**Task statement:** All entries below are to be retyped in full, precisely as they appear.

**Data to process:**

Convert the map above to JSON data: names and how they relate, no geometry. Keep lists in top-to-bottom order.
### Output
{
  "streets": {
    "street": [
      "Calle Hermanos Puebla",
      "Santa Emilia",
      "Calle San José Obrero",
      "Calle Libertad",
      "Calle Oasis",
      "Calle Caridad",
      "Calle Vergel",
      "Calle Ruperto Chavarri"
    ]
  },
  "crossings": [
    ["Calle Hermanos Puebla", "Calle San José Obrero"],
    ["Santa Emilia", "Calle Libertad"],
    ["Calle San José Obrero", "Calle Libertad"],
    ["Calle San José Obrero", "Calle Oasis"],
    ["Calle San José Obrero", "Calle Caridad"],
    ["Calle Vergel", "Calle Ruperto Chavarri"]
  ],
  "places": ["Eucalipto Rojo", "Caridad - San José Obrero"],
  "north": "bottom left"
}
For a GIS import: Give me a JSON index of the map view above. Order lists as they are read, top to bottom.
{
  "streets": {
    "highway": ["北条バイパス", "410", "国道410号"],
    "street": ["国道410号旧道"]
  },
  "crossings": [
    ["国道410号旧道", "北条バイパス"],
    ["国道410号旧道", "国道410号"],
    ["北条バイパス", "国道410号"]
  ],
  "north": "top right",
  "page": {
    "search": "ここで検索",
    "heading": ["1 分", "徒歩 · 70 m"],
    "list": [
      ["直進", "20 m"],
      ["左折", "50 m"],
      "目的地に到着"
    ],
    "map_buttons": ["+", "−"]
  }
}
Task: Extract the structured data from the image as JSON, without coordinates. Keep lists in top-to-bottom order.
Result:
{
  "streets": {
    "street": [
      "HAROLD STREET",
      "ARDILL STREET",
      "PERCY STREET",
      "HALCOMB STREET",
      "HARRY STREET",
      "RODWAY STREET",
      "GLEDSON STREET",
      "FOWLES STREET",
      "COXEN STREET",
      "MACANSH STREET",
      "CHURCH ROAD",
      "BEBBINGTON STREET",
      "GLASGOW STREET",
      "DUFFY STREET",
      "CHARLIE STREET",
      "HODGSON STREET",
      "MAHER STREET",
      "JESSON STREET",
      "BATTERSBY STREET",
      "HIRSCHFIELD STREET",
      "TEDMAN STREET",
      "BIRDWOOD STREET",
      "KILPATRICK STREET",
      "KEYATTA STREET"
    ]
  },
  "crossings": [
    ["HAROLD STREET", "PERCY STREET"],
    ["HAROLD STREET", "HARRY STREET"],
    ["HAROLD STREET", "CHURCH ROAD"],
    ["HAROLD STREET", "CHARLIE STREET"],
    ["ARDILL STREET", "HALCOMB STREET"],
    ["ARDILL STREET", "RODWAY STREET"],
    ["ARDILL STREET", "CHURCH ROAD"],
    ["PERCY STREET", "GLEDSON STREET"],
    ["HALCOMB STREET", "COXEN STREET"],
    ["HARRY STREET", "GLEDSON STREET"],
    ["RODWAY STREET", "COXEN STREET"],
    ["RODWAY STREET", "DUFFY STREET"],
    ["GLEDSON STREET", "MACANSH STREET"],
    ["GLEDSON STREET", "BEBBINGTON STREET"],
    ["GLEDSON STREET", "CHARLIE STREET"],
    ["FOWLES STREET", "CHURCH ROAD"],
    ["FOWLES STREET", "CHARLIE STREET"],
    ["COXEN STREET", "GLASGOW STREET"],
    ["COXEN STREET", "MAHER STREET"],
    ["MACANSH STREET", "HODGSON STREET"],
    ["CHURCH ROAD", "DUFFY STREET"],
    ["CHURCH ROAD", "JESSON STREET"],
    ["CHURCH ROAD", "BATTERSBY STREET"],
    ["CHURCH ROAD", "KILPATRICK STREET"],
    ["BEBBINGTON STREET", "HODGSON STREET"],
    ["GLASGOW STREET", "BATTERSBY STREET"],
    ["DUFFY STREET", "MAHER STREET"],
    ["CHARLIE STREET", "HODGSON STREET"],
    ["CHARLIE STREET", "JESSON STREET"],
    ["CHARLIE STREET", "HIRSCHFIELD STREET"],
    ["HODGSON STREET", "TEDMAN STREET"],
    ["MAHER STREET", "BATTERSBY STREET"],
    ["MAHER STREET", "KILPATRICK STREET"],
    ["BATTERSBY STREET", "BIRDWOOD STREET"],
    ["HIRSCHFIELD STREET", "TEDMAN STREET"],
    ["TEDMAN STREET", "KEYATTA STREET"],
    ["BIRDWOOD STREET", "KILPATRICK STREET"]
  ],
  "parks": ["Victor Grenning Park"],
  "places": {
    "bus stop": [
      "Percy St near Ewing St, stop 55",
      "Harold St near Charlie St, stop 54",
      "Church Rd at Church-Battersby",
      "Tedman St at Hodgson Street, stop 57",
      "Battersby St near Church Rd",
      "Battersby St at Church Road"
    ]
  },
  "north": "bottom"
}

**Exercise output:**
Convert the map above to JSON data: names and how they relate, no geometry. Keep lists in top-to-bottom order.
### Output
{
  "streets": {
    "street": [
      "Calle Hermanos Puebla",
      "Santa Emilia",
      "Calle San José Obrero",
      "Calle Libertad",
      "Calle Oasis",
      "Calle Caridad",
      "Calle Vergel",
      "Calle Ruperto Chavarri"
    ]
  },
  "crossings": [
    ["Calle Hermanos Puebla", "Calle San José Obrero"],
    ["Santa Emilia", "Calle Libertad"],
    ["Calle San José Obrero", "Calle Libertad"],
    ["Calle San José Obrero", "Calle Oasis"],
    ["Calle San José Obrero", "Calle Caridad"],
    ["Calle Vergel", "Calle Ruperto Chavarri"]
  ],
  "places": ["Eucalipto Rojo", "Caridad - San José Obrero"],
  "north": "bottom left"
}
For a GIS import: Give me a JSON index of the map view above. Order lists as they are read, top to bottom.
{
  "streets": {
    "highway": ["北条バイパス", "410", "国道410号"],
    "street": ["国道410号旧道"]
  },
  "crossings": [
    ["国道410号旧道", "北条バイパス"],
    ["国道410号旧道", "国道410号"],
    ["北条バイパス", "国道410号"]
  ],
  "north": "top right",
  "page": {
    "search": "ここで検索",
    "heading": ["1 分", "徒歩 · 70 m"],
    "list": [
      ["直進", "20 m"],
      ["左折", "50 m"],
      "目的地に到着"
    ],
    "map_buttons": ["+", "−"]
  }
}
Task: Extract the structured data from the image as JSON, without coordinates. Keep lists in top-to-bottom order.
Result:
{
  "streets": {
    "street": [
      "HAROLD STREET",
      "ARDILL STREET",
      "PERCY STREET",
      "HALCOMB STREET",
      "HARRY STREET",
      "RODWAY STREET",
      "GLEDSON STREET",
      "FOWLES STREET",
      "COXEN STREET",
      "MACANSH STREET",
      "CHURCH ROAD",
      "BEBBINGTON STREET",
      "GLASGOW STREET",
      "DUFFY STREET",
      "CHARLIE STREET",
      "HODGSON STREET",
      "MAHER STREET",
      "JESSON STREET",
      "BATTERSBY STREET",
      "HIRSCHFIELD STREET",
      "TEDMAN STREET",
      "BIRDWOOD STREET",
      "KILPATRICK STREET",
      "KEYATTA STREET"
    ]
  },
  "crossings": [
    ["HAROLD STREET", "PERCY STREET"],
    ["HAROLD STREET", "HARRY STREET"],
    ["HAROLD STREET", "CHURCH ROAD"],
    ["HAROLD STREET", "CHARLIE STREET"],
    ["ARDILL STREET", "HALCOMB STREET"],
    ["ARDILL STREET", "RODWAY STREET"],
    ["ARDILL STREET", "CHURCH ROAD"],
    ["PERCY STREET", "GLEDSON STREET"],
    ["HALCOMB STREET", "COXEN STREET"],
    ["HARRY STREET", "GLEDSON STREET"],
    ["RODWAY STREET", "COXEN STREET"],
    ["RODWAY STREET", "DUFFY STREET"],
    ["GLEDSON STREET", "MACANSH STREET"],
    ["GLEDSON STREET", "BEBBINGTON STREET"],
    ["GLEDSON STREET", "CHARLIE STREET"],
    ["FOWLES STREET", "CHURCH ROAD"],
    ["FOWLES STREET", "CHARLIE STREET"],
    ["COXEN STREET", "GLASGOW STREET"],
    ["COXEN STREET", "MAHER STREET"],
    ["MACANSH STREET", "HODGSON STREET"],
    ["CHURCH ROAD", "DUFFY STREET"],
    ["CHURCH ROAD", "JESSON STREET"],
    ["CHURCH ROAD", "BATTERSBY STREET"],
    ["CHURCH ROAD", "KILPATRICK STREET"],
    ["BEBBINGTON STREET", "HODGSON STREET"],
    ["GLASGOW STREET", "BATTERSBY STREET"],
    ["DUFFY STREET", "MAHER STREET"],
    ["CHARLIE STREET", "HODGSON STREET"],
    ["CHARLIE STREET", "JESSON STREET"],
    ["CHARLIE STREET", "HIRSCHFIELD STREET"],
    ["HODGSON STREET", "TEDMAN STREET"],
    ["MAHER STREET", "BATTERSBY STREET"],
    ["MAHER STREET", "KILPATRICK STREET"],
    ["BATTERSBY STREET", "BIRDWOOD STREET"],
    ["HIRSCHFIELD STREET", "TEDMAN STREET"],
    ["TEDMAN STREET", "KEYATTA STREET"],
    ["BIRDWOOD STREET", "KILPATRICK STREET"]
  ],
  "parks": ["Victor Grenning Park"],
  "places": {
    "bus stop": [
      "Percy St near Ewing St, stop 55",
      "Harold St near Charlie St, stop 54",
      "Church Rd at Church-Battersby",
      "Tedman St at Hodgson Street, stop 57",
      "Battersby St near Church Rd",
      "Battersby St at Church Road"
    ]
  },
  "north": "bottom"
}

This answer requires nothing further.